HCA expects to garner an estimated $83 million from the SDP. However, the for-profit system expected its revenue from SDPs, overall, to decrease from $250 million to $450 million this year due to lower-than-expected CMS approvals of retroactive payments for previous years. However, that expected decrease does not include “incremental” SDPs grandfathered under OBBBA, like the ones from Florida and Georgia, said Wyatt of HCA.
“We’re very happy to see states continue to get approved under this grandfathered construct,” Wyatt said.
Other leading hospital-focused SDPs approved, so far this year, include:
- Kentucky, $5.1 billion
- Michigan, $4.9 billion
- Ohio, $3.9 billion
- Wisconsin, $2.3 billion
- Nevada, $1.5 billion
- Iowa, $1.5 billion
OBBBA impacts
A recently issued analysis by the RAND Health aimed to quantify the impacts of OBBBA on SDPs.
Its findings as of 2025 included:
- OBBBA will adversely affect 24 of the 31 states with active SDPs
- Affected SDPs averaged more than $3 billion in 2025
- SDP Medicaid payment rates varied from 36% to more than 300% of Medicare rates
- Median SDP rate was nearly twice the Medicare rate
The RAND report found South Carolina and Nevada had the highest mean SDP rates relative to Medicare in 2025 — 280% and 251%, respectively. That meant their SDPs face the largest OBBBA cuts as a proportion of their total value.
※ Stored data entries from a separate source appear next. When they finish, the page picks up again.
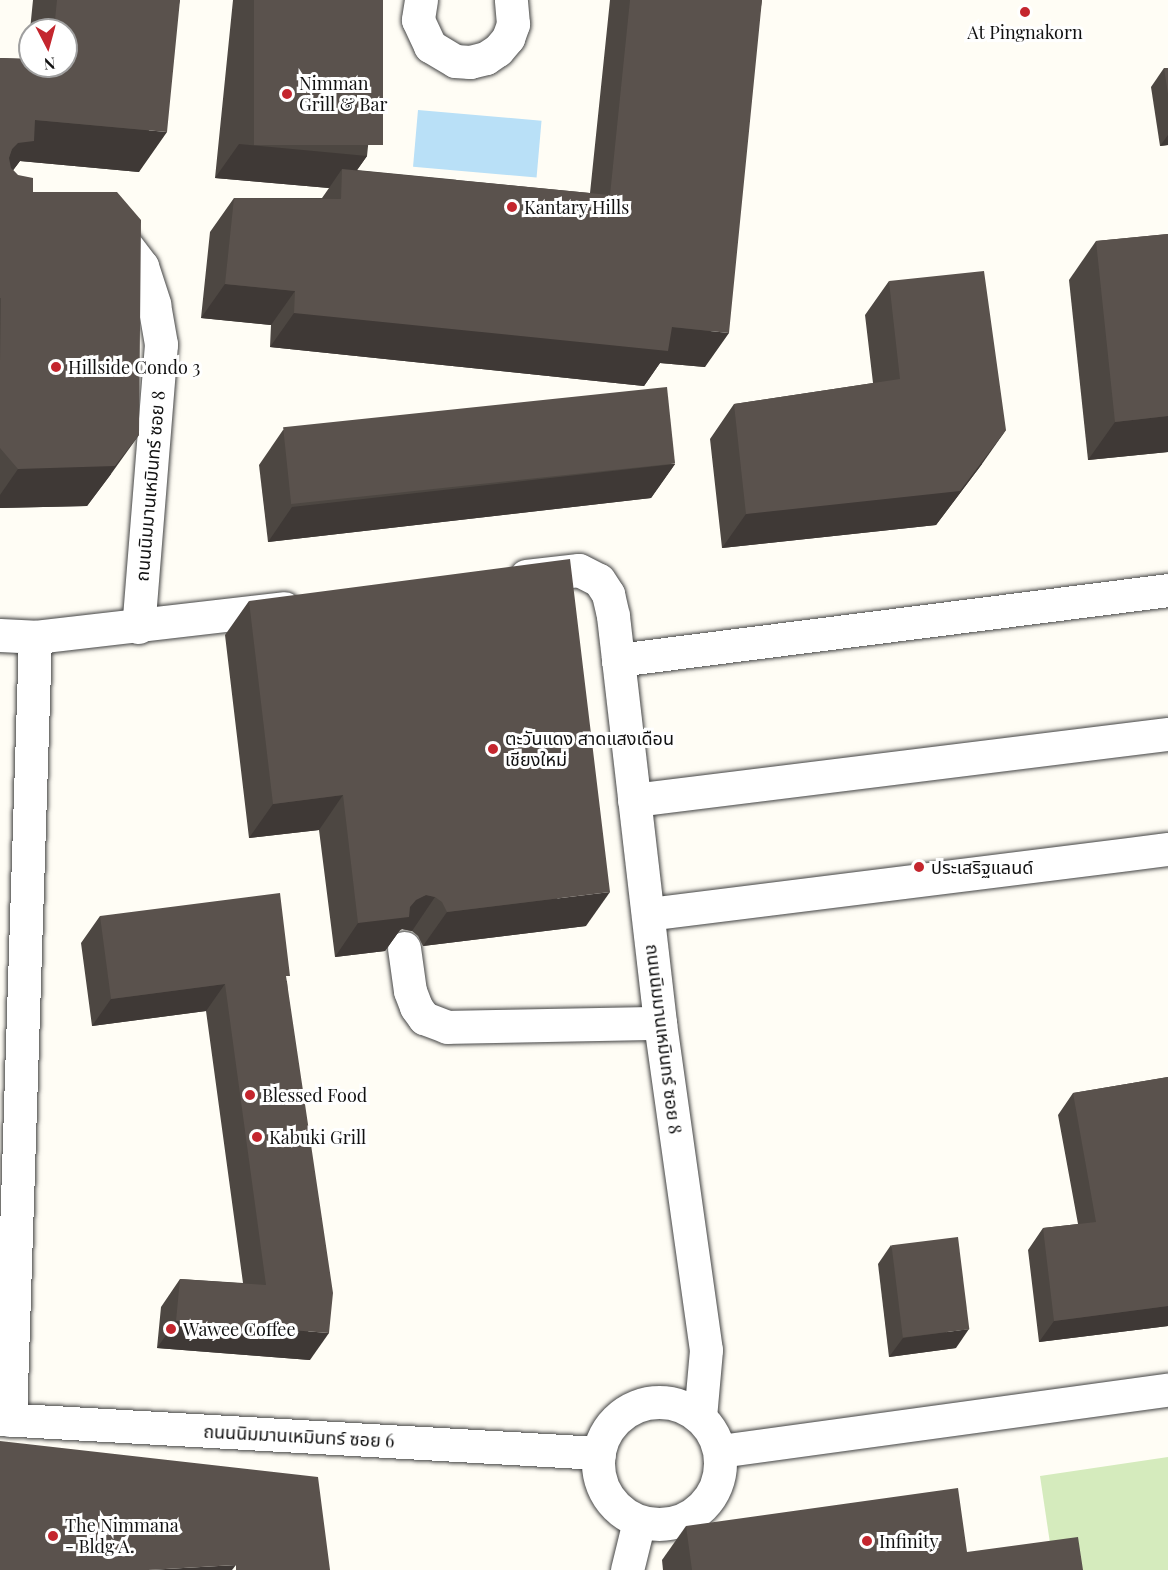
<!DOCTYPE html>
<html>
<head>
<meta charset="utf-8">
<style>
  body { margin:0 }
  #map { position:relative; width:1168px; height:1570px; overflow:hidden; background:#fffdf5; font-family:"Playfair Display","Noto Sans Thai",serif }
  div>[style] { position:absolute }
  .green>* { inset:0; background:#d5ebbd }
  .water>* { inset:0; background:#b9e0f7; transform-origin:0 0 }
  .roads { filter:drop-shadow(0 0 2px #444) drop-shadow(0 0 2px #444) }
  .minor>* { height:33px; margin:-16.5px; padding:0 16.5px; transform-origin:16.5px; border-radius:16.5px; background:#fff }
  .minor>.ring { margin:-16.5px; padding:0; box-sizing:content-box; background:none; border:33px solid #fff; border-radius:50% }
  .wall>* { inset:0; background:#4d4742 }
  .shaded-wall>* { inset:0; background:#3f3936 }
  .building>* { inset:0; background:#5a524d; transform-origin:0 0 }
  .dots>* { width:16px; height:16px; translate:-50% -50%; box-sizing:border-box; border:3px solid #fff; border-radius:50% }
  span { translate:-50% -50%; white-space:nowrap; text-align:center; line-height:1.15; -webkit-text-stroke:6px #fff; paint-order:stroke }
  .poi-label { font-size:18px; color:#111 }
  .left { translate:0 -50%; text-align:left }
  .street-label { font-size:18px; color:#111 }
  .north { position:absolute; left:18px; top:18px; width:60px; height:60px; box-sizing:border-box; background:#fff; border:2px solid #a0a0a0; border-radius:50%; rotate:174deg; font-size:16px; font-weight:700; line-height:24px; text-align:center; color:#111 }
  .north::after { content:''; display:block; margin:auto; width:21px; height:27px; background:#c4262e; clip-path:polygon(50% 0,100% 100%,50% 72%,0 100%) }
</style>
</head>
<body>
<div id="map">
  <div class="green">
    <i style="clip-path:polygon(1168px 1457px,1168px 1570px,1054px 1570px,1040px 1476px)"></i>
  </div>
  <div class="water">
    <i style="left:418px;top:110px;width:124px;height:57px;rotate:5deg"></i>
  </div>
  <div class="roads">
    <div class="minor">
      <i style="left:421px;top:0;width:20px;rotate:99deg"></i>
      <i style="left:418px;top:20px;width:29px;rotate:65deg"></i>
      <i style="left:430px;top:46px;width:29px;rotate:31deg"></i>
      <i style="left:455px;top:61px;width:15px;rotate:4deg"></i>
      <i style="left:470px;top:62px;width:16px;rotate:-14deg"></i>
      <i style="left:486px;top:58px;width:14px;rotate:-34deg"></i>
      <i style="left:498px;top:50px;width:16px;rotate:-50deg"></i>
      <i style="left:508px;top:38px;width:15px;rotate:-70deg"></i>
      <i style="left:513px;top:24px;width:24px;rotate:-95deg"></i>
      <i style="left:113px;top:228px;width:48px;rotate:52.7deg"></i>
      <i style="left:142px;top:266px;width:40px;rotate:72deg"></i>
      <i style="left:154px;top:304px;width:41px;rotate:80.1deg"></i>
      <i style="left:161px;top:344px;width:284px;rotate:94.6deg"></i>
      <i style="left:526px;top:576px;width:53px;rotate:-6.5deg"></i>
      <i style="left:579px;top:570px;width:22px;rotate:27deg"></i>
      <i style="left:599px;top:580px;width:17px;rotate:57deg"></i>
      <i style="left:608px;top:594px;width:23px;rotate:77deg"></i>
      <i style="left:613px;top:616px;width:410px;rotate:83.4deg"></i>
      <i style="left:660px;top:1023px;width:330px;rotate:82deg"></i>
      <i style="left:706px;top:1350px;width:67px;rotate:95.1deg"></i>
      <i style="left:0;top:635px;width:35px;rotate:3deg"></i>
      <i style="left:35px;top:637px;width:251px;rotate:-6.6deg"></i>
      <i style="left:618px;top:660px;width:554px;rotate:-7.25deg"></i>
      <i style="left:634px;top:800px;width:538px;rotate:-7.05deg"></i>
      <i style="left:648px;top:914px;width:524px;rotate:-7.13deg"></i>
      <i style="left:404px;top:948px;width:43px;rotate:82.1deg"></i>
      <i style="left:410px;top:991px;width:17px;rotate:69deg"></i>
      <i style="left:416px;top:1007px;width:14px;rotate:54deg"></i>
      <i style="left:424px;top:1018px;width:25px;rotate:21deg"></i>
      <i style="left:447px;top:1027px;width:213px;rotate:-1.1deg"></i>
      <i class="ring" style="left:598px;top:1402px;width:89px;height:89px"></i>
      <i style="left:0;top:1419px;width:600px;rotate:3.25deg"></i>
      <i style="left:10px;top:1420px;width:783px;rotate:-88.17deg"></i>
      <i style="left:720px;top:1451px;width:452px;rotate:-7.8deg"></i>
      <i style="left:627px;top:1570px;width:50px;rotate:-76.2deg"></i>
    </div>
  </div>
  <div class="wall">
    <i style="clip-path:polygon(33px 0,180px 0,139px 172px,20px 161px,13px 170px,33px 192px,111px 474px,87px 506px,0 508px,0 58px,27px 59px,30px 31px,30px 66px,66px 66px,66px 30px,30px 30px)"></i>
    <i style="clip-path:polygon(233px 0,383px 0,367px 156px,357px 170px,590px 193px,610px 0,762px 0,705px 367px,660px 363px,644px 386px,270px 347px,271px 325px,201px 318px,210px 232px,234px 198px,322px 198px,329px 188px,215px 178px)"></i>
    <i style="clip-path:polygon(1164px 68px,1168px 68px,1168px 145px,1160px 146px,1151px 87px)"></i>
    <i style="clip-path:polygon(1168px 234px,1168px 452px,1088px 460px,1069px 280px,1096px 241px)"></i>
    <i style="clip-path:polygon(889px 281px,982px 464px,936px 525px,722px 548px,710px 439px,734px 404px,873px 383px,865px 315px)"></i>
    <i style="clip-path:polygon(283px 430px,675px 464px,651px 498px,268px 542px,259px 465px)"></i>
    <i style="clip-path:polygon(249px 601px,586px 926px,423px 946px,418px 936px,412px 931px,402px 929px,400px 930px,385px 951px,335px 957px,319px 830px,249px 838px,225px 635px)"></i>
    <i style="clip-path:polygon(100px 916px,287px 981px,310px 1360px,157px 1348px,161px 1307px,180px 1279px,243px 1283px,206px 1011px,92px 1026px,81px 943px)"></i>
    <i style="clip-path:polygon(1168px 1077px,1168px 1326px,1039px 1342px,1028px 1250px,1043px 1228px,1078px 1224px,1058px 1115px,1073px 1093px)"></i>
    <i style="clip-path:polygon(891px 1245px,956px 1348px,889px 1357px,878px 1264px)"></i>
    <i style="clip-path:polygon(686px 1526px,967px 1552px,1083px 1570px,663px 1570px,662px 1560px)"></i>
  </div>
  <div class="shaded-wall">
    <i style="clip-path:polygon(35px 120px,167px 132px,139px 172px,20px 161px,6px 180px,0 181px,12px 149px)"></i>
    <i style="clip-path:polygon(1168px 135px,1168px 145px,1160px 146px)"></i>
    <i style="clip-path:polygon(239px 144px,367px 156px,343px 190px,342px 169px,329px 188px,215px 178px)"></i>
    <i style="clip-path:polygon(225px 284px,295px 291px,271px 325px,201px 318px)"></i>
    <i style="clip-path:polygon(294px 313px,672px 327px,729px 333px,705px 367px,660px 363px,644px 386px,270px 347px)"></i>
    <i style="clip-path:polygon(1168px 416px,1168px 452px,1088px 460px,1115px 422px)"></i>
    <i style="clip-path:polygon(1006px 430px,982px 464px,936px 525px,722px 548px,746px 514px)"></i>
    <i style="clip-path:polygon(139px 435px,111px 474px,87px 506px,0 508px,0 495px,18px 469px)"></i>
    <i style="clip-path:polygon(675px 464px,651px 498px,268px 542px,292px 507px)"></i>
    <i style="clip-path:polygon(343px 795px,319px 830px,249px 838px,273px 804px)"></i>
    <i style="clip-path:polygon(610px 892px,586px 926px,423px 946px,447px 912px)"></i>
    <i style="clip-path:polygon(426px 895px,435px 897px,412px 931px,402px 929px,400px 930px,385px 951px,335px 957px,358px 923px)"></i>
    <i style="clip-path:polygon(225px 984px,206px 1011px,92px 1026px,111px 999px)"></i>
    <i style="clip-path:polygon(1168px 1306px,1168px 1326px,1039px 1342px,1054px 1321px)"></i>
    <i style="clip-path:polygon(176px 1321px,329px 1333px,310px 1360px,157px 1348px)"></i>
    <i style="clip-path:polygon(969px 1329px,956px 1348px,889px 1357px,903px 1338px)"></i>
    <i style="clip-path:polygon(236px 1565px,232px 1570px,148px 1570px)"></i>
  </div>
  <div class="building">
    <i style="clip-path:polygon(57px 0,180px 0,167px 132px,35px 120px,34px 141px,18px 143px,12px 149px,9px 158px,11px 168px,18px 175px,33px 178px,33px 192px,117px 192px,141px 220px,139px 435px,115px 466px,18px 469px,0 448px,0 362px,1px 298px,0 298px,0 58px,30px 59px,30px 66px,66px 66px,66px 30px,54px 30px)"></i>
    <i style="left:254px;top:0;width:129px;height:145px"></i>
    <i style="clip-path:polygon(630px 0,762px 0,729px 333px,672px 327px,668px 351px,294px 313px,295px 291px,225px 284px,234px 198px,341px 199px,342px 169px,610px 195px)"></i>
    <i style="clip-path:polygon(1164px 68px,1168px 68px,1168px 94px)"></i>
    <i style="clip-path:polygon(1168px 234px,1168px 416px,1115px 422px,1096px 241px)"></i>
    <i style="clip-path:polygon(984px 271px,1006px 430px,960px 491px,746px 514px,734px 404px,900px 379px,889px 281px)"></i>
    <i style="left:667px;top:387px;width:77px;height:386px;rotate:84deg"></i>
    <i style="clip-path:polygon(570px 559px,610px 892px,447px 912px,442px 902px,435px 897px,426px 895px,416px 900px,410px 907px,409px 917px,358px 923px,343px 795px,273px 804px,249px 601px)"></i>
    <i style="clip-path:polygon(280px 893px,290px 976px,286px 976px,333px 1293px,329px 1333px,176px 1321px,180px 1279px,266px 1285px,225px 984px,111px 999px,100px 916px)"></i>
    <i style="clip-path:polygon(1168px 1077px,1168px 1306px,1054px 1321px,1043px 1228px,1096px 1222px,1073px 1093px)"></i>
    <i style="left:958px;top:1237px;width:93px;height:67px;rotate:83deg"></i>
    <i style="clip-path:polygon(0 1441px,318px 1477px,330px 1570px,236px 1570px,236px 1565px,148px 1570px,0 1570px)"></i>
    <i style="clip-path:polygon(958px 1488px,967px 1552px,1078px 1537px,1083px 1570px,692px 1570px,686px 1526px)"></i>
  </div>
  <div class="dots">
    <i style="left:1025px;top:12px;background:#c4262e"></i>
    <i style="left:287px;top:94px;background:#c4262e"></i>
    <i style="left:512px;top:207px;background:#c4262e"></i>
    <i style="left:56px;top:367px;background:#c4262e"></i>
    <i style="left:493px;top:749px;background:#c4262e"></i>
    <i style="left:919px;top:867px;background:#c4262e"></i>
    <i style="left:250px;top:1095px;background:#c4262e"></i>
    <i style="left:257px;top:1137px;background:#c4262e"></i>
    <i style="left:171px;top:1329px;background:#c4262e"></i>
    <i style="left:53px;top:1536px;background:#c4262e"></i>
    <i style="left:867px;top:1541px;background:#c4262e"></i>
  </div>
  <div class="poi-label">
    <span style="left:1025px;top:32px">At Pingnakorn</span>
    <span class="left" style="left:299px;top:94px">Nimman<br>Grill &amp; Bar</span>
    <span class="left" style="left:524px;top:207px">Kantary Hills</span>
    <span class="left" style="left:68px;top:367px">Hillside Condo 3</span>
    <span class="left" style="left:505px;top:749px">ตะวันแดง สาดแสงเดือน<br>เชียงใหม่</span>
    <span class="left" style="left:931px;top:867px">ประเสริฐแลนด์</span>
    <span class="left" style="left:262px;top:1095px">Blessed Food</span>
    <span class="left" style="left:269px;top:1137px">Kabuki Grill</span>
    <span class="left" style="left:183px;top:1329px">Wawee Coffee</span>
    <span class="left" style="left:65px;top:1536px">The Nimmana<br>- Bldg A.</span>
    <span class="left" style="left:879px;top:1541px">Infinity</span>
  </div>
  <div class="street-label">
    <span style="left:150px;top:486px;rotate:-85deg">ถนนนิมมานเหมินทร์ ซอย 8</span>
    <span style="left:664px;top:1039px;rotate:83deg">ถนนนิมมานเหมินทร์ ซอย 8</span>
    <span style="left:299px;top:1436px;rotate:3deg">ถนนนิมมานเหมินทร์ ซอย 6</span>
  </div>
  <div class="north">N</div>
</div>
</body>
</html>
The largest SDP cuts in dollars will occur in Texas and Tennessee: $19.7 billion and $15.9 billion, respectively, from 2025 to 2034.
The largest reductions in terms of percentage of the state Medicaid budget will occur in Tennessee, Mississippi and South Carolina.
OBBBA’s SDP provisions will cut Medicaid spending by an estimated $241 billion by 2034, including $72 billion in state funds and $169 billion in federal funds.